Lands acquired by the state as a gift, through donation, or by any other conveyance for which no consideration was paid, and which are not managed for conservation, outdoor resource-based recreation, or archaeological or historic preservation under a land management plan approved by the board of trustees are not conservation lands.

(3) Recognizing that recreational trails purchased with rails-to-trails funds pursuant to former s. 259.101(3)(g), Florida Statutes 2014, or s. 259.105(3)(h) have had historic transportation uses and that their linear character may extend many miles, the Legislature intends that if the necessity arises to serve public needs, after balancing the need to protect trail users from collisions with automobiles and a preference for the use of overpasses and underpasses to the greatest extent feasible and practical, transportation uses shall be allowed to cross recreational trails purchased pursuant to former s. 259.101(3)(g), Florida Statutes 2014, or s. 259.105(3)(h).
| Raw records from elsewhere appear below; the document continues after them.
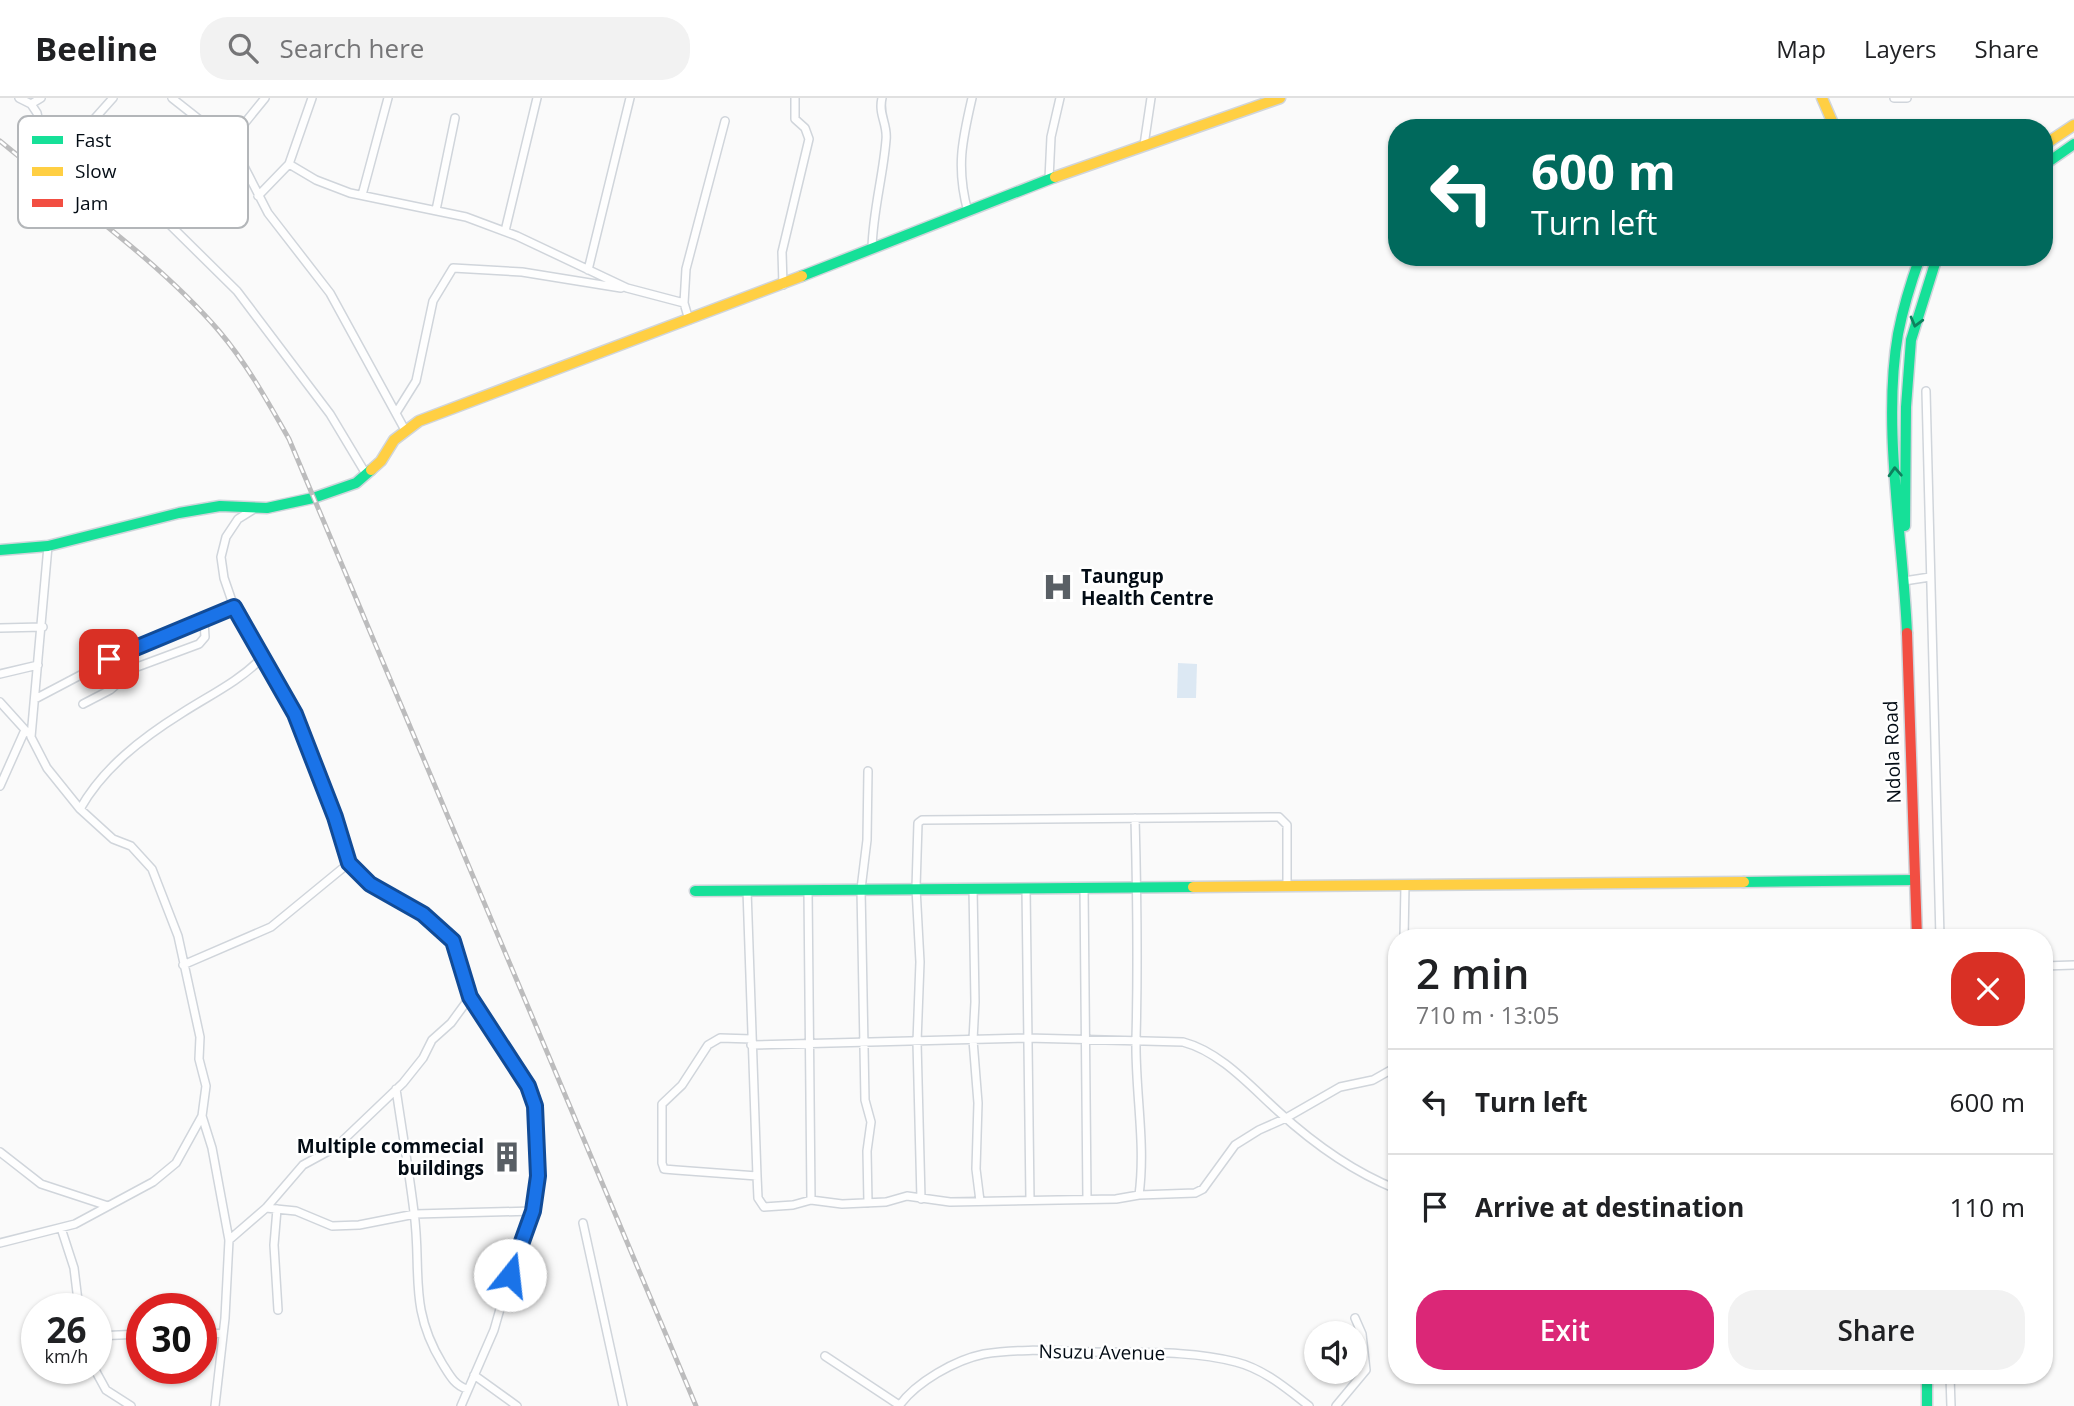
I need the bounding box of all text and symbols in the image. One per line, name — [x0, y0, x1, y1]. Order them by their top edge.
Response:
search box — [200, 17, 690, 80]
text: Beeline — [35, 26, 158, 71]
icon: search — [224, 29, 262, 67]
text: Search here — [280, 30, 424, 66]
text: Map — [1776, 32, 1826, 65]
text: Layers — [1864, 32, 1937, 65]
text: Share — [1975, 32, 2039, 65]
legend — [18, 116, 248, 228]
text: Fast — [75, 127, 111, 153]
text: 600 m — [1531, 138, 1676, 204]
icon: left — [1416, 147, 1507, 238]
text: Slow — [75, 158, 117, 184]
text: Jam — [73, 190, 108, 216]
text: Turn left — [1531, 201, 1657, 244]
one-way arrow — [1910, 316, 1924, 328]
one-way arrow — [1888, 466, 1903, 477]
place label: Taungup Health Centre — [1081, 563, 1214, 611]
hospital icon: Taungup Health Centre — [1041, 570, 1075, 604]
pin — [79, 629, 139, 689]
icon: arrive — [90, 640, 128, 678]
street label: Ndola Road — [1877, 700, 1907, 804]
text: 2 min — [1416, 944, 1529, 1001]
button: close — [1951, 952, 2025, 1026]
text: 710 m · 13:05 — [1416, 999, 1559, 1031]
icon: left — [1416, 1083, 1454, 1121]
text: Turn left — [1475, 1084, 1587, 1120]
text: 600 m — [1950, 1084, 2025, 1120]
place label: Multiple commecial buildings — [297, 1133, 484, 1181]
building icon: Multiple commecial buildings — [490, 1140, 524, 1174]
icon: arrive — [1416, 1188, 1454, 1226]
text: Arrive at destination — [1475, 1189, 1744, 1225]
text: 110 m — [1950, 1189, 2025, 1225]
position arrow — [473, 1238, 547, 1312]
button: Exit — [1416, 1290, 1714, 1370]
button: Share — [1728, 1290, 2025, 1370]
speed limit sign: 30 — [126, 1293, 217, 1384]
text: 26 — [46, 1306, 87, 1353]
map controls — [1304, 1321, 1367, 1384]
button: sound — [1304, 1321, 1367, 1384]
street label: Nsuzu Avenue — [1038, 1338, 1166, 1366]
text: km/h — [45, 1344, 88, 1368]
When these crossings are needed, the location and design should consider and mitigate the impact on humans and environmental resources, and the value of the land shall be paid based on fair market value.
(4) A management agreement, lease, or other instrument authorizing the use of lands owned by the board of trustees may not be executed for a period greater than is necessary to provide for the reasonable use of the land for the existing or planned life cycle or amortization of the improvements, except that an easement in perpetuity may be granted by the board of trustees if the improvement is a transportation facility. If an entity managing or leasing state-owned lands from the board of trustees does not meet the short-term goals under paragraph (5)(b) for conservation lands, the Department of Environmental Protection may submit the lands to the Acquisition and Restoration Council to review whether the short-term goals should be modified, consider whether the lands should be offered to another entity for management or leasing, or recommend to the board of trustees whether to surplus the lands. If an entity managing or leasing state-owned lands from the board of trustees does not meet the short-term goals under paragraph (5)(i) for nonconservation lands, the department may submit the lands to the board of trustees to consider whether to require the managing or leasing entity to release its interest in the lands and to consider whether to surplus the lands. If the state-owned lands are determined to be surplus, the board of trustees may require an entity to release its interest in the lands. An entity managing or leasing state-owned lands from the board of trustees may not sublease such lands without prior review by the Division of State Lands and, for conservation lands, by the Acquisition and Restoration Council. All management agreements, leases, or other instruments authorizing the use of lands owned by the board of trustees shall be reviewed for approval by the board of trustees or its designee. The council is not required to review subleases of parcels which are less than 160 acres in size.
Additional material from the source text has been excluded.